> _AIM OF THE EXERCISE_
Repeat the records below verbatim and include no pictures.

> _Dataset entries_
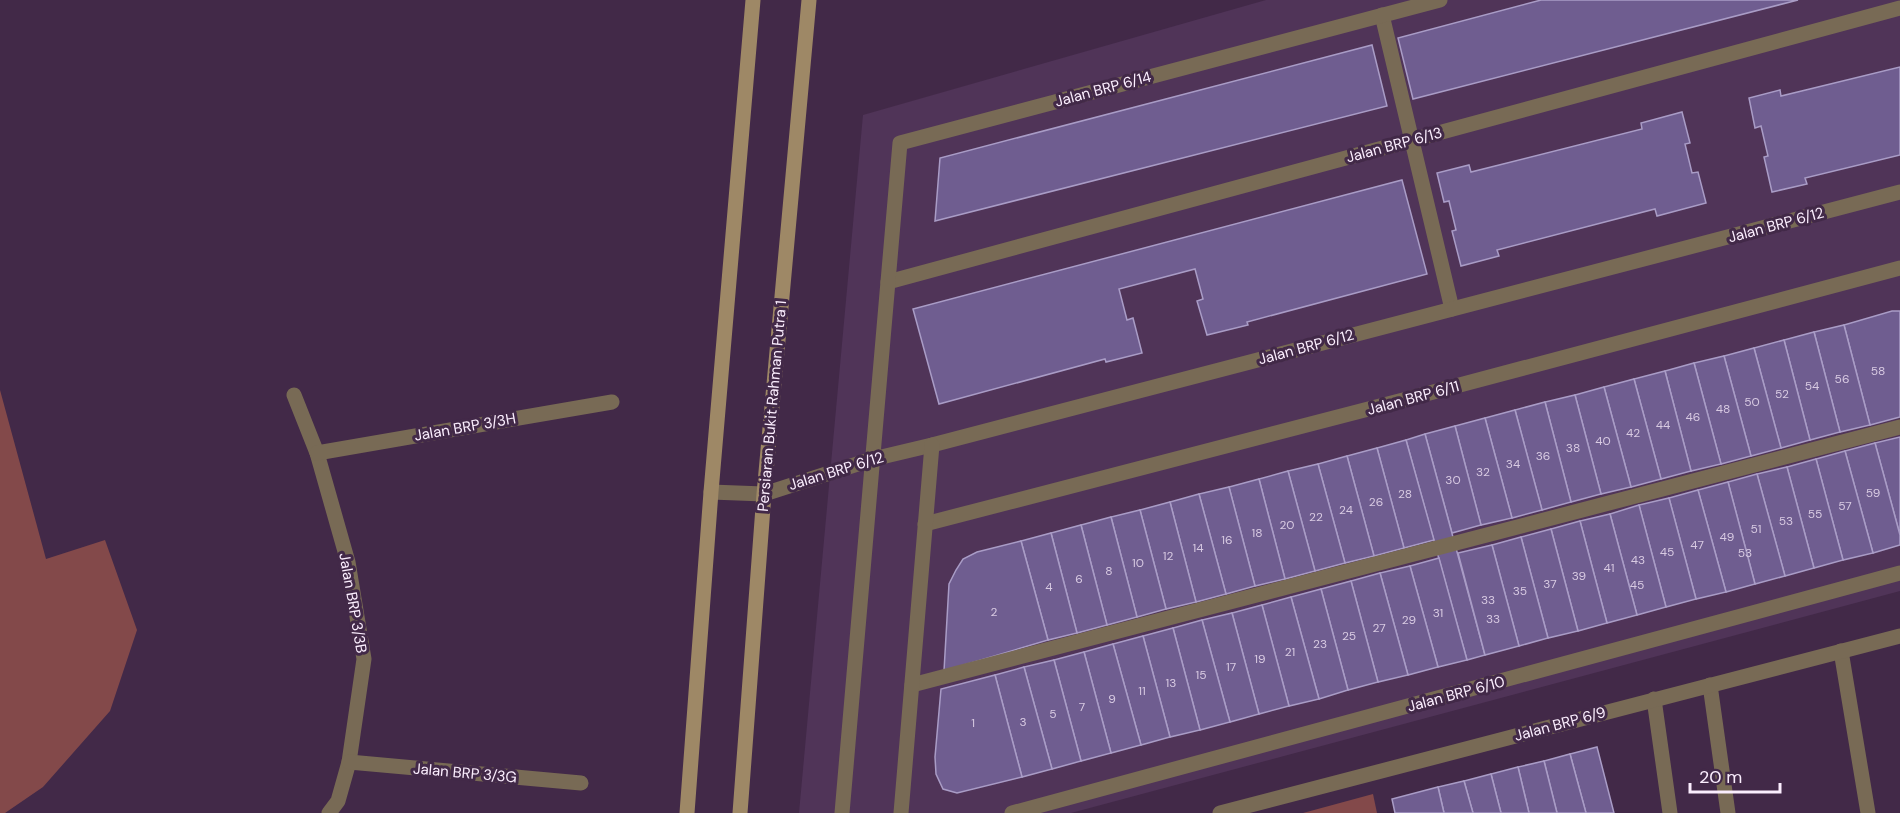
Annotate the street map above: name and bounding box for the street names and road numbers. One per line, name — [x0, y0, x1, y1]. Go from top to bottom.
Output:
street label: Jalan BRP 6/14 — [1053, 67, 1153, 111]
street label: Jalan BRP 6/13 — [1344, 123, 1444, 167]
street label: Jalan BRP 6/12 — [1726, 203, 1826, 247]
street label: Persiaran Bukit Rahman Putra 1 — [753, 300, 791, 512]
street label: Jalan BRP 6/12 — [1256, 325, 1356, 369]
street label: Jalan BRP 6/11 — [1365, 376, 1461, 420]
street label: Jalan BRP 3/3H — [413, 408, 517, 446]
street label: Jalan BRP 6/12 — [786, 447, 886, 495]
street label: Jalan BRP 3/3B — [334, 551, 372, 655]
street label: Jalan BRP 6/10 — [1405, 671, 1507, 717]
street label: Jalan BRP 6/9 — [1512, 702, 1608, 746]
street label: Jalan BRP 3/3G — [412, 759, 518, 787]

> _RESPONSE AREA_
Annotate the street map above: name and bounding box for the street names and road numbers. One per line, name — [x0, y0, x1, y1]. Go from top to bottom.
Output:
street label: Jalan BRP 6/14 — [1053, 67, 1153, 111]
street label: Jalan BRP 6/13 — [1344, 123, 1444, 167]
street label: Jalan BRP 6/12 — [1726, 203, 1826, 247]
street label: Persiaran Bukit Rahman Putra 1 — [753, 300, 791, 512]
street label: Jalan BRP 6/12 — [1256, 325, 1356, 369]
street label: Jalan BRP 6/11 — [1365, 376, 1461, 420]
street label: Jalan BRP 3/3H — [413, 408, 517, 446]
street label: Jalan BRP 6/12 — [786, 447, 886, 495]
street label: Jalan BRP 3/3B — [334, 551, 372, 655]
street label: Jalan BRP 6/10 — [1405, 671, 1507, 717]
street label: Jalan BRP 6/9 — [1512, 702, 1608, 746]
street label: Jalan BRP 3/3G — [412, 759, 518, 787]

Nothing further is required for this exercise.